Exercise objective: Scan the material below for the string "sans", and copy every line where it shows up.
----
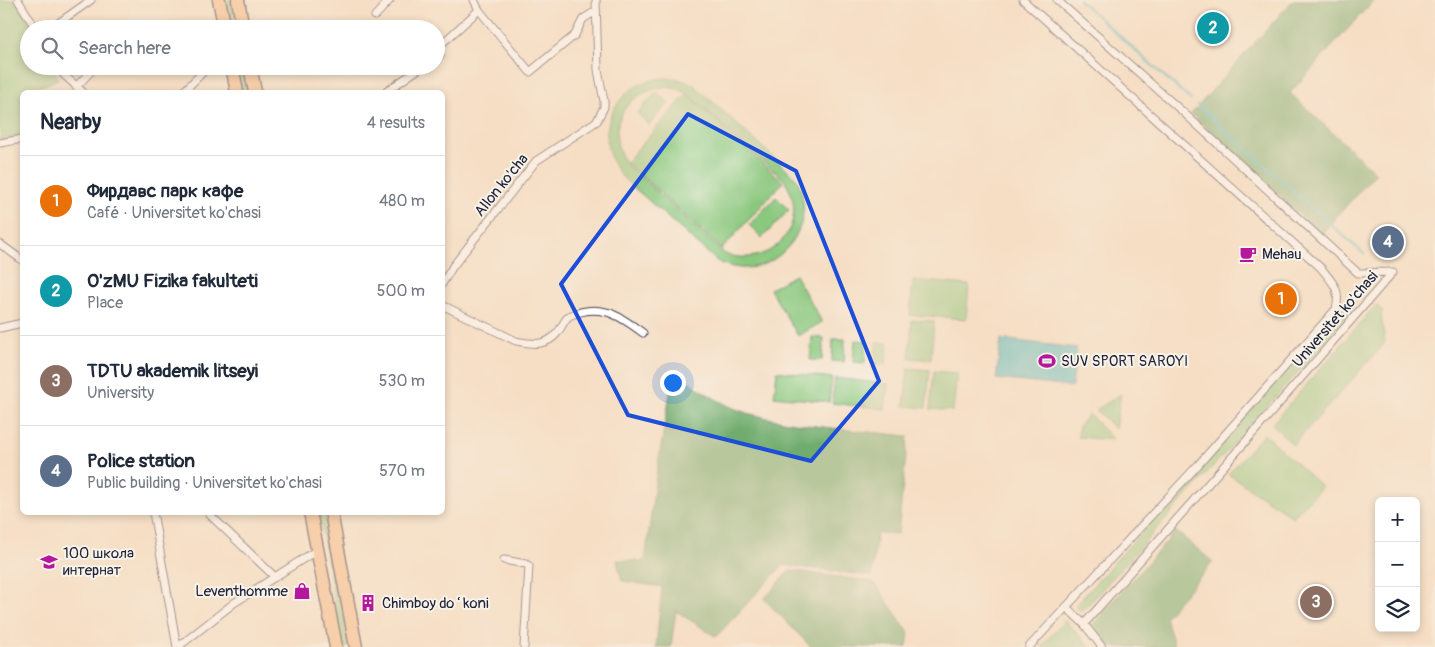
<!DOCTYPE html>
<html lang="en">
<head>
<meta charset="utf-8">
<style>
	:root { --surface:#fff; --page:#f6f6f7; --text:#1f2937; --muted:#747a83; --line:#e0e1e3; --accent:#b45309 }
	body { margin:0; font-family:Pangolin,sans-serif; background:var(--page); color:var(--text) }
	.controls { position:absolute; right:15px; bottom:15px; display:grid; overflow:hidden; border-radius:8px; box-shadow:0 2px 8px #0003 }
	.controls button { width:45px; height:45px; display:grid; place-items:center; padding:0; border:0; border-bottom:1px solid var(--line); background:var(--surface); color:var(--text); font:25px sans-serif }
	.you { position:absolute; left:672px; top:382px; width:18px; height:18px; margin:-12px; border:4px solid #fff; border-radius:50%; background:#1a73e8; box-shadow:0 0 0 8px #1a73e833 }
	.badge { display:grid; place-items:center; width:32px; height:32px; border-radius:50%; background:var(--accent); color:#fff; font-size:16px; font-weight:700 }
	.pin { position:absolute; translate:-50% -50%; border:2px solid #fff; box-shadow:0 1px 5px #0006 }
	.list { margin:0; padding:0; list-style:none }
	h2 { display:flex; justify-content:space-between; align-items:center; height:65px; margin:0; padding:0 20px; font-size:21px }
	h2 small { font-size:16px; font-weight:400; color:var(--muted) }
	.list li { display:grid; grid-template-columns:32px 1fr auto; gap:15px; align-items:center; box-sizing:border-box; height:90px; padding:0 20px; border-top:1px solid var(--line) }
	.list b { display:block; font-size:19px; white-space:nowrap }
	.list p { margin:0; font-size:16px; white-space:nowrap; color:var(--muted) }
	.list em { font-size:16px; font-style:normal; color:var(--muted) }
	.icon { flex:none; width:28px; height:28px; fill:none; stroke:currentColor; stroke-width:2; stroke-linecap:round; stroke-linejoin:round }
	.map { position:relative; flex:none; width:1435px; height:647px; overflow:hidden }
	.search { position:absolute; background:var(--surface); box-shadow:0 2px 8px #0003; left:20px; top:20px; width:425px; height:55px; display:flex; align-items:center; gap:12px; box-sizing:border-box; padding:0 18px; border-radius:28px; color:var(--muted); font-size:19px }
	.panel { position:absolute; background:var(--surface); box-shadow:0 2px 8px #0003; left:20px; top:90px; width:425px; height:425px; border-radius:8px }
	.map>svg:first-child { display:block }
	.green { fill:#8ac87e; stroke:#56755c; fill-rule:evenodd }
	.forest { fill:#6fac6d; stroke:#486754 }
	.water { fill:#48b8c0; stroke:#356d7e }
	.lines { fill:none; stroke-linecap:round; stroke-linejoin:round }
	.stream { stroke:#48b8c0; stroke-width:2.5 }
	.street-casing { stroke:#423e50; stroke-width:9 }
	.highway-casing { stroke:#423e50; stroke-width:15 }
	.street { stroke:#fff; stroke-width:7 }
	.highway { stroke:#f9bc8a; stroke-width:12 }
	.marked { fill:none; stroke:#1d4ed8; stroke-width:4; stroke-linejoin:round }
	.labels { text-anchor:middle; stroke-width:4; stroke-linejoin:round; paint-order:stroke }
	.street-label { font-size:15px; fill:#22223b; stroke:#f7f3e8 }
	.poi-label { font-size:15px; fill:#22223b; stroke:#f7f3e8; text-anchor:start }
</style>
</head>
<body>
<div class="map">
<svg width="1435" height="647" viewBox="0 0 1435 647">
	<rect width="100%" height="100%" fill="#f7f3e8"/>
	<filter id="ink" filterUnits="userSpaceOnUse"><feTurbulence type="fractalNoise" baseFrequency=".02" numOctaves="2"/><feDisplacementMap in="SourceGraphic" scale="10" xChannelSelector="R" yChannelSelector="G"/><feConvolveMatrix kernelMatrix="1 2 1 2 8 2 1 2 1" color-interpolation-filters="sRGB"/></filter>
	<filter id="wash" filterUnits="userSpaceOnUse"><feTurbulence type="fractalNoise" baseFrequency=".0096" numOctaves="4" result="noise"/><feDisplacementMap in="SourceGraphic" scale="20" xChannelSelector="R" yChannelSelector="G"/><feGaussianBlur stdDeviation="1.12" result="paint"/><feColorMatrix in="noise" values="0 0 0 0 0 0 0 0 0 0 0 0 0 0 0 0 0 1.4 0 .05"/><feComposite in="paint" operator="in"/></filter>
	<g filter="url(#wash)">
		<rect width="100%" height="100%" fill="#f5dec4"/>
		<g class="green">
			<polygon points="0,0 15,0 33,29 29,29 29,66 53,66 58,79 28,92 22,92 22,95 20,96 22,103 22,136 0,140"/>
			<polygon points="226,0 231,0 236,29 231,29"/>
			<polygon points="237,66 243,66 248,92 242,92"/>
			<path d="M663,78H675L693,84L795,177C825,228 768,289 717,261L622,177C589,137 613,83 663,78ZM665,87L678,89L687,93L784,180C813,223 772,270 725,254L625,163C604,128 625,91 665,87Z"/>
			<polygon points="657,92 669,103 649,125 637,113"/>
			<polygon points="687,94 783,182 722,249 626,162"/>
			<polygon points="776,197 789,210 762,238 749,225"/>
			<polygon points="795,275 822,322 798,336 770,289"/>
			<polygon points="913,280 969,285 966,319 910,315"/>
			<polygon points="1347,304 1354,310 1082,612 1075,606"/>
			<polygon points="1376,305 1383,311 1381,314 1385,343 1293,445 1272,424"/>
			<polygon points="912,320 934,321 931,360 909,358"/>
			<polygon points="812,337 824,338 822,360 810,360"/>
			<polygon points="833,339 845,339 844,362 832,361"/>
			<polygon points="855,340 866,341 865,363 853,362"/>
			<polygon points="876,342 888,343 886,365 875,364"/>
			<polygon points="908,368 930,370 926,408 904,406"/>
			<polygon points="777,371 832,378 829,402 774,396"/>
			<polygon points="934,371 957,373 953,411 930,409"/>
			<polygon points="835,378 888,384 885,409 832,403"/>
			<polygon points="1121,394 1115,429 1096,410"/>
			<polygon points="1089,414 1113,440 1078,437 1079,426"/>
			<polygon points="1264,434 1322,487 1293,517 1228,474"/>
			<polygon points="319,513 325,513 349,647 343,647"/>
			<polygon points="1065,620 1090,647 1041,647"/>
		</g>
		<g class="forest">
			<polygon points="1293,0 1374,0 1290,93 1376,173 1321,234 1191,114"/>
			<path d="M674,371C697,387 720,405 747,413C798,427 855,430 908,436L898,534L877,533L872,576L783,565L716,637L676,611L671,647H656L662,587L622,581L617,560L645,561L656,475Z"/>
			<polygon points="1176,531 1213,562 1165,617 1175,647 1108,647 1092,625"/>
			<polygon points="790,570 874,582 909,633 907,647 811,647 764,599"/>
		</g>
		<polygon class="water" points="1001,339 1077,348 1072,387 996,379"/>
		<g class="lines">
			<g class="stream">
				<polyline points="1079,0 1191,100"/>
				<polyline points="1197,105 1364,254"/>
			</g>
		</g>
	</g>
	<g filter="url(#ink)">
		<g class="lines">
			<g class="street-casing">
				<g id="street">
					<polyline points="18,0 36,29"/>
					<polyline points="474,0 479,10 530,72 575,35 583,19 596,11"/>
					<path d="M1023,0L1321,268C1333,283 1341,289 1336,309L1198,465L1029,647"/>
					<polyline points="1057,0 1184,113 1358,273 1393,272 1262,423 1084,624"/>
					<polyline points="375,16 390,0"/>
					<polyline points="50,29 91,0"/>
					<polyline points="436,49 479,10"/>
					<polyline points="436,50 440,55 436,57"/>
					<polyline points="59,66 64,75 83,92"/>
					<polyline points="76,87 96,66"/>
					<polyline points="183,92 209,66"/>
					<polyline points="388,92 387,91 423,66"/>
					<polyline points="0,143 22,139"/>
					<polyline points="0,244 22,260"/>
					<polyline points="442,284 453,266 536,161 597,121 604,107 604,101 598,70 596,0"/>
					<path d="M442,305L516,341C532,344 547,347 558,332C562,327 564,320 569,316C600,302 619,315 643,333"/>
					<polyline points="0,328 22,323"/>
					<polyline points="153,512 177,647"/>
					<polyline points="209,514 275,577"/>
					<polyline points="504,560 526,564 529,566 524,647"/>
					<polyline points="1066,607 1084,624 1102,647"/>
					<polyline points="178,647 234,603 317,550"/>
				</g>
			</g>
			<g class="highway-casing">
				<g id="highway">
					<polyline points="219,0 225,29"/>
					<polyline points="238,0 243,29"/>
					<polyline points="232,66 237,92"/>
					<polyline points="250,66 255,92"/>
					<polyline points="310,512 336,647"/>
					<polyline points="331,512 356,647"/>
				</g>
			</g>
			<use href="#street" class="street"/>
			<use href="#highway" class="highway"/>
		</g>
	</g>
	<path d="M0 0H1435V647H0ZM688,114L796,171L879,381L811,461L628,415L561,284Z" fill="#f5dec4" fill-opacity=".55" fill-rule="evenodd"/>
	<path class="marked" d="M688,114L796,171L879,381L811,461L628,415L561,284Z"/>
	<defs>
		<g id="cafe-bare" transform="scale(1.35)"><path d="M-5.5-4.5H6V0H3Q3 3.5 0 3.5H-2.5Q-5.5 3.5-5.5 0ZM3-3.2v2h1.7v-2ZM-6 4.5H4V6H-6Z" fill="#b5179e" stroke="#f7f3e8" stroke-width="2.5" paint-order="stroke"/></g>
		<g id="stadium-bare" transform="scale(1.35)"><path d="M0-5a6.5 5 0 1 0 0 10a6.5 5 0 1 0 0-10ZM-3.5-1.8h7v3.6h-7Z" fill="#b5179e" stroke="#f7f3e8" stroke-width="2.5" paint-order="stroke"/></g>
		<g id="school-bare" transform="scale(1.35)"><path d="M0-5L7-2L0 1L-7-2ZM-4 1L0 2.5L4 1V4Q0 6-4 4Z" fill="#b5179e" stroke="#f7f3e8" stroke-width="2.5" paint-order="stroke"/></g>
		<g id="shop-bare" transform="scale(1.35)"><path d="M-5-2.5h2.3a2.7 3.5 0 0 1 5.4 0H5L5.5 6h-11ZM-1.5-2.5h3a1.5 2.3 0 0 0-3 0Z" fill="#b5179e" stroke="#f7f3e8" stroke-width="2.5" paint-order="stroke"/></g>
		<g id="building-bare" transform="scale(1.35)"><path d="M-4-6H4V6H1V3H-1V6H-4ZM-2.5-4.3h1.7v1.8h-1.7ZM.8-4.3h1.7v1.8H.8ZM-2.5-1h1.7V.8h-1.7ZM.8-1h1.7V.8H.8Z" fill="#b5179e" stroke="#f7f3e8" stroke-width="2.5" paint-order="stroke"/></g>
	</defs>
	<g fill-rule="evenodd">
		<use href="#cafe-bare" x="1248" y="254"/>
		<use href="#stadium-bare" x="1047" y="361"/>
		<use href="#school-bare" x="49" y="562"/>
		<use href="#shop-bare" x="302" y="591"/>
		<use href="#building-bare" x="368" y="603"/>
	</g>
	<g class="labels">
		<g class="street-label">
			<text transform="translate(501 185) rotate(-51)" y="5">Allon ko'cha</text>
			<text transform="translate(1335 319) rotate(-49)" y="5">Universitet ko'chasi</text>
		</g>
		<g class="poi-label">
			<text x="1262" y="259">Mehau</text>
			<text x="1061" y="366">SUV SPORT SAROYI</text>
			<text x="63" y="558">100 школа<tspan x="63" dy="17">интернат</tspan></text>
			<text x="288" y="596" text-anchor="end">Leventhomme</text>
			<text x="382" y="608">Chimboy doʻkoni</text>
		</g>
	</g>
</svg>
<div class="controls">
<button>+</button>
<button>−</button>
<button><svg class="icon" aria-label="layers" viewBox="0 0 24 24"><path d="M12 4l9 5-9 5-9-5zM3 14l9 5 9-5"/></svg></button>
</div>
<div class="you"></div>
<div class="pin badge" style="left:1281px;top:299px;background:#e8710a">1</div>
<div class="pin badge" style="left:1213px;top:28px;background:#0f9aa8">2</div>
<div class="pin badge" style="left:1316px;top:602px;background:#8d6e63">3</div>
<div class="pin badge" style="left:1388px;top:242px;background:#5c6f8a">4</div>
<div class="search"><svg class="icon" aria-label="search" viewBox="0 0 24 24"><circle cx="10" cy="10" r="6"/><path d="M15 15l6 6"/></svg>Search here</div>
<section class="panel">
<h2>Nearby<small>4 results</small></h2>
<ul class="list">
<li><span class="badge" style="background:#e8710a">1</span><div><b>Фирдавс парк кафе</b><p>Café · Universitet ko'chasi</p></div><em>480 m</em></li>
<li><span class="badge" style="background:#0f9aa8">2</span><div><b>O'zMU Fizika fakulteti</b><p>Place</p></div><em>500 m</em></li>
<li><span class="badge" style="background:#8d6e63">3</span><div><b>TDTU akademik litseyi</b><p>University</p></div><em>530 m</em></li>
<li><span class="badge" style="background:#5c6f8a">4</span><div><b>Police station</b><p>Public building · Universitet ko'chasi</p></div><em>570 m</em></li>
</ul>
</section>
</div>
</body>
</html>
----
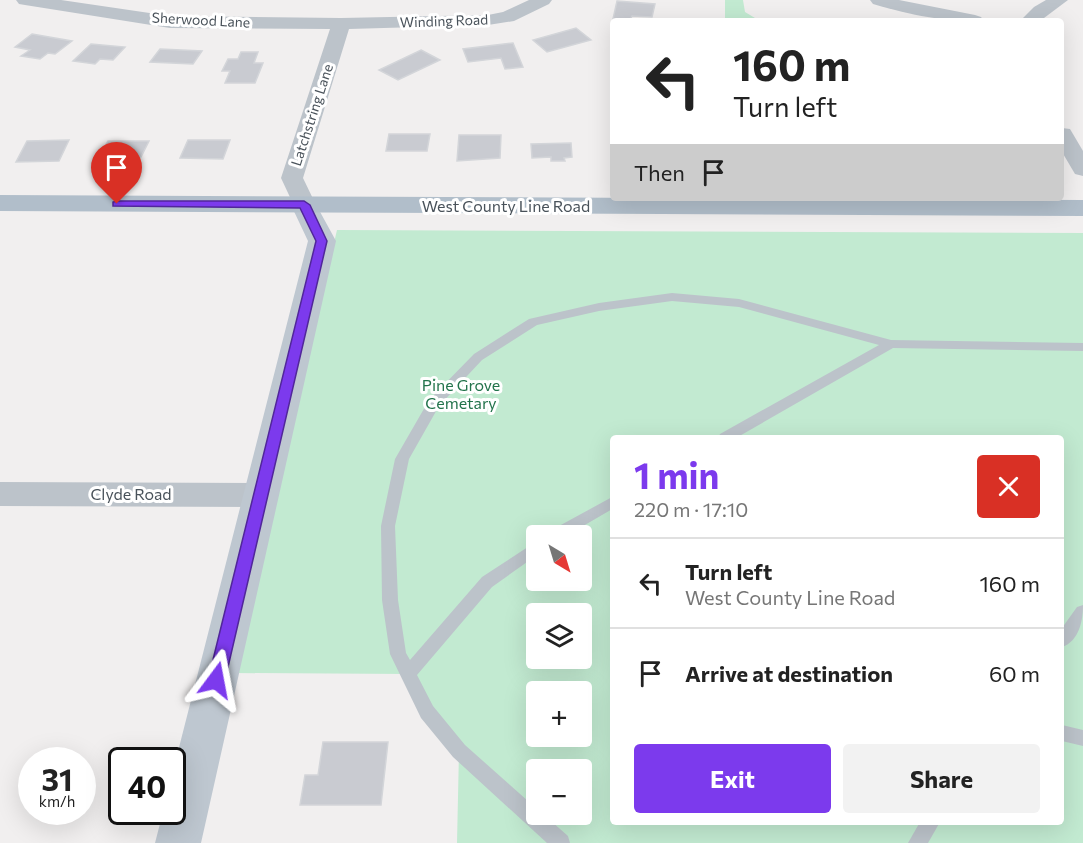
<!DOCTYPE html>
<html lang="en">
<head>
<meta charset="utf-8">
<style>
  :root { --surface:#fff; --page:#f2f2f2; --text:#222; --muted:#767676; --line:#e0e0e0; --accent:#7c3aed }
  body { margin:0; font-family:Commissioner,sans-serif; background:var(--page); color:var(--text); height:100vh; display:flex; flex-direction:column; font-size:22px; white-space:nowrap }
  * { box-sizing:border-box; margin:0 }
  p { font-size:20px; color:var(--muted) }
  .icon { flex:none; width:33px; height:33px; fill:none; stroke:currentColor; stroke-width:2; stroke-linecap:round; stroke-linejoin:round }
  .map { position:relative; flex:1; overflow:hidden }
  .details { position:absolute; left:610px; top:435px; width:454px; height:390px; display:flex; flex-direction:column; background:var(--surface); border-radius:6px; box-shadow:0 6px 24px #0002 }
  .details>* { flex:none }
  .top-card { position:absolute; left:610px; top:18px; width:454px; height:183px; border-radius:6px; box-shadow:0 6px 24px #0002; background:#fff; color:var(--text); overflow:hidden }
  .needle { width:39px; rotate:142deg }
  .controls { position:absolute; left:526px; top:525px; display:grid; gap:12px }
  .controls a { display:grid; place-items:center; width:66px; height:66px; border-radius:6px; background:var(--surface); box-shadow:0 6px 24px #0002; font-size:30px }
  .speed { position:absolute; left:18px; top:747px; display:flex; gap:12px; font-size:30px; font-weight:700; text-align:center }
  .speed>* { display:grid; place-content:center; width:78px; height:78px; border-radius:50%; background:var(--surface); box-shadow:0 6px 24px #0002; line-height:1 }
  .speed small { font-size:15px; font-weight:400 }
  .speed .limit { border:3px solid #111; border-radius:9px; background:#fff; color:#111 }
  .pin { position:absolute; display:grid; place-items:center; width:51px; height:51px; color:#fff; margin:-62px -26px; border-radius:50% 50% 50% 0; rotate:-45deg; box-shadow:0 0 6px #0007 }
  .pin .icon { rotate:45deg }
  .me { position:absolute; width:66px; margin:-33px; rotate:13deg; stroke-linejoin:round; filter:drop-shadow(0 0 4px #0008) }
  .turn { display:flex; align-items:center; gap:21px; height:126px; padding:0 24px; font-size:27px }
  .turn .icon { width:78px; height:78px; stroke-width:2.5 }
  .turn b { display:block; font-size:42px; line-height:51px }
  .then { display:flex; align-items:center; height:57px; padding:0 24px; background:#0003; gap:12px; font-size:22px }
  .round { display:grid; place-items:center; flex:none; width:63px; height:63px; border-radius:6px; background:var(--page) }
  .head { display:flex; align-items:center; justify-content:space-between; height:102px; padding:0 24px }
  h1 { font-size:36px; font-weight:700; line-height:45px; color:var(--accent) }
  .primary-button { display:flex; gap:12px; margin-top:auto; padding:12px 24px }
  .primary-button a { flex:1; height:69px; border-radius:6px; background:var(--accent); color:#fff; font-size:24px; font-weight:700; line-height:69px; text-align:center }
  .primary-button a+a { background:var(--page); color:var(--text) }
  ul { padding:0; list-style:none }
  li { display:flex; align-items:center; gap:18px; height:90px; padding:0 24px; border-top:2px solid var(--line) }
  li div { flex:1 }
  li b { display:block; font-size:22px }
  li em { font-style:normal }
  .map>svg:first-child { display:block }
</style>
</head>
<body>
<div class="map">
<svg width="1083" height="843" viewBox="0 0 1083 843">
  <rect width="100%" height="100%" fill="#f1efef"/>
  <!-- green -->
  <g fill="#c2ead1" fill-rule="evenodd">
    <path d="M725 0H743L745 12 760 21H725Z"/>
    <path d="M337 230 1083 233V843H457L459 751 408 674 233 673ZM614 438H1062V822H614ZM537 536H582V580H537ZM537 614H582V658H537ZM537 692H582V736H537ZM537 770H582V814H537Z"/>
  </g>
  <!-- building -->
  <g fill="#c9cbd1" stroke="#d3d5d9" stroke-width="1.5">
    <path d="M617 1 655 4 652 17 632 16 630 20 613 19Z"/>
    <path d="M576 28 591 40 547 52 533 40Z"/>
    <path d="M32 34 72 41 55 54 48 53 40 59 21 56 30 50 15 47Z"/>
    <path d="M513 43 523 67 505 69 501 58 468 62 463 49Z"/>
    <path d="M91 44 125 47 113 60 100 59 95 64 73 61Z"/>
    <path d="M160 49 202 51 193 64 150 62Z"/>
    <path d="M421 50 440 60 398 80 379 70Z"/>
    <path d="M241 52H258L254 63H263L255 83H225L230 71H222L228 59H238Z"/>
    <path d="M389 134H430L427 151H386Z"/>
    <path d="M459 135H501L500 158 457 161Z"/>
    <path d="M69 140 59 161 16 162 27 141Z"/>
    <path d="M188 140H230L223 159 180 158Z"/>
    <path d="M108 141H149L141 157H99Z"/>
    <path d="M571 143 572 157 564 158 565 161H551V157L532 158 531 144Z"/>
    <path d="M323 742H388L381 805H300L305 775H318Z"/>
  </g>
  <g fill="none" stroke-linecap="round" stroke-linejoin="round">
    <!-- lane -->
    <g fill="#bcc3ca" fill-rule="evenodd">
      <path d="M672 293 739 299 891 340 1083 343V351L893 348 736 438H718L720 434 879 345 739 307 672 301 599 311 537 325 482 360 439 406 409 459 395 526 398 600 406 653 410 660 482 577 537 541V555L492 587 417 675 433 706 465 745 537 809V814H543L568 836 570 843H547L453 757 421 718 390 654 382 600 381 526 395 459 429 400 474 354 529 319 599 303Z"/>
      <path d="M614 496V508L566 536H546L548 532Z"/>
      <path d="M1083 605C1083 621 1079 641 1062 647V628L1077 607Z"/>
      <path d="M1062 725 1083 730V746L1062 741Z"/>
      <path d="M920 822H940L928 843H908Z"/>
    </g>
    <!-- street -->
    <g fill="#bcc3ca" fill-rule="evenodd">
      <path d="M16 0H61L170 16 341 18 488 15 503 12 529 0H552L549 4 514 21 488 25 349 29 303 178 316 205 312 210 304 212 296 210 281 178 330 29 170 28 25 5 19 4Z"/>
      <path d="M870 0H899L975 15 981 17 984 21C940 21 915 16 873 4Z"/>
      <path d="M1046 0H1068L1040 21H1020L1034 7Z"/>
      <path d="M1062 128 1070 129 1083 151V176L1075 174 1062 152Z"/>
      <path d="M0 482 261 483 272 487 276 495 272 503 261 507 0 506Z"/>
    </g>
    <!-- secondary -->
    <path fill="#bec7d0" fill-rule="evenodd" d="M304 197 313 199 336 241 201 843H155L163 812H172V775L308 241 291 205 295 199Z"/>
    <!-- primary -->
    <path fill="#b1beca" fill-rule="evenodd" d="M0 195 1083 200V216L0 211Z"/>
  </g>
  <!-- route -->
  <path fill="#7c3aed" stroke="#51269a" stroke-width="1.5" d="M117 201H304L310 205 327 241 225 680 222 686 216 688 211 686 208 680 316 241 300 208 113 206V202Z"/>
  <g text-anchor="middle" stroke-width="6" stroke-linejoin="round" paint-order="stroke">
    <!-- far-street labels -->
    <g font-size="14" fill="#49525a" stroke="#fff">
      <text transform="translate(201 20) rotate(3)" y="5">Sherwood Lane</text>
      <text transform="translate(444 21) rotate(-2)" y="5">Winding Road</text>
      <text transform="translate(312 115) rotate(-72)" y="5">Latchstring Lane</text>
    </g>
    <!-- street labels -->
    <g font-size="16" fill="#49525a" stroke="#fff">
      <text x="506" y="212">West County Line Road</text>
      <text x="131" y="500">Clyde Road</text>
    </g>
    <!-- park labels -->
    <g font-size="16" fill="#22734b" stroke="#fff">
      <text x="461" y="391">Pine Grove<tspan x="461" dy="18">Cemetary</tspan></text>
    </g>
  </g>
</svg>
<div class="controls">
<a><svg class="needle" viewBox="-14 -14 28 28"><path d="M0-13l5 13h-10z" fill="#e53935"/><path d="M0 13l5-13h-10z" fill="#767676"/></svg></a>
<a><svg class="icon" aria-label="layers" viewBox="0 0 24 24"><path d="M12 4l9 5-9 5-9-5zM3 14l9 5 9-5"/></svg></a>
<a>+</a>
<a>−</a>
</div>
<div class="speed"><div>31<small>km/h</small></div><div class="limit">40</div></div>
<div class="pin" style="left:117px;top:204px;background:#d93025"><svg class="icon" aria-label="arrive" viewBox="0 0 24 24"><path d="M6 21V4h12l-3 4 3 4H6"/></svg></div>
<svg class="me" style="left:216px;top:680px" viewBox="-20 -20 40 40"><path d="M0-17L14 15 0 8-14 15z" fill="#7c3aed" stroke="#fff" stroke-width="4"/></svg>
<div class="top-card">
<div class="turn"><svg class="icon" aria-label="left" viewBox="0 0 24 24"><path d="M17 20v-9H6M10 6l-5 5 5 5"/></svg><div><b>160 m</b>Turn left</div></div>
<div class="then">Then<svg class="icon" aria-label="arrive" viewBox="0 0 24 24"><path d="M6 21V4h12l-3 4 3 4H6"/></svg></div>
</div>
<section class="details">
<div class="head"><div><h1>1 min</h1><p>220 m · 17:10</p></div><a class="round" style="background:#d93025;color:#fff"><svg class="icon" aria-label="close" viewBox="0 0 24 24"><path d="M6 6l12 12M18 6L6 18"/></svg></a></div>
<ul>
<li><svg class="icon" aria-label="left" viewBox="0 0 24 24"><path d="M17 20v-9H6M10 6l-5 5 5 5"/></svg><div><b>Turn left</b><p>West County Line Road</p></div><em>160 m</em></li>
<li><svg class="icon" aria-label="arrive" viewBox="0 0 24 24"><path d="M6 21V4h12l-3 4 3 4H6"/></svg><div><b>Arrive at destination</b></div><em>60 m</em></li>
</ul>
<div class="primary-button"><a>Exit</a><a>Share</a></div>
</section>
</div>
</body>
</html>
----
Response to the task:
	body { margin:0; font-family:Pangolin,sans-serif; background:var(--page); color:var(--text) }
	.controls button { width:45px; height:45px; display:grid; place-items:center; padding:0; border:0; border-bottom:1px solid var(--line); background:var(--surface); color:var(--text); font:25px sans-serif }
  body { margin:0; font-family:Commissioner,sans-serif; background:var(--page); color:var(--text); height:100vh; display:flex; flex-direction:column; font-size:22px; white-space:nowrap }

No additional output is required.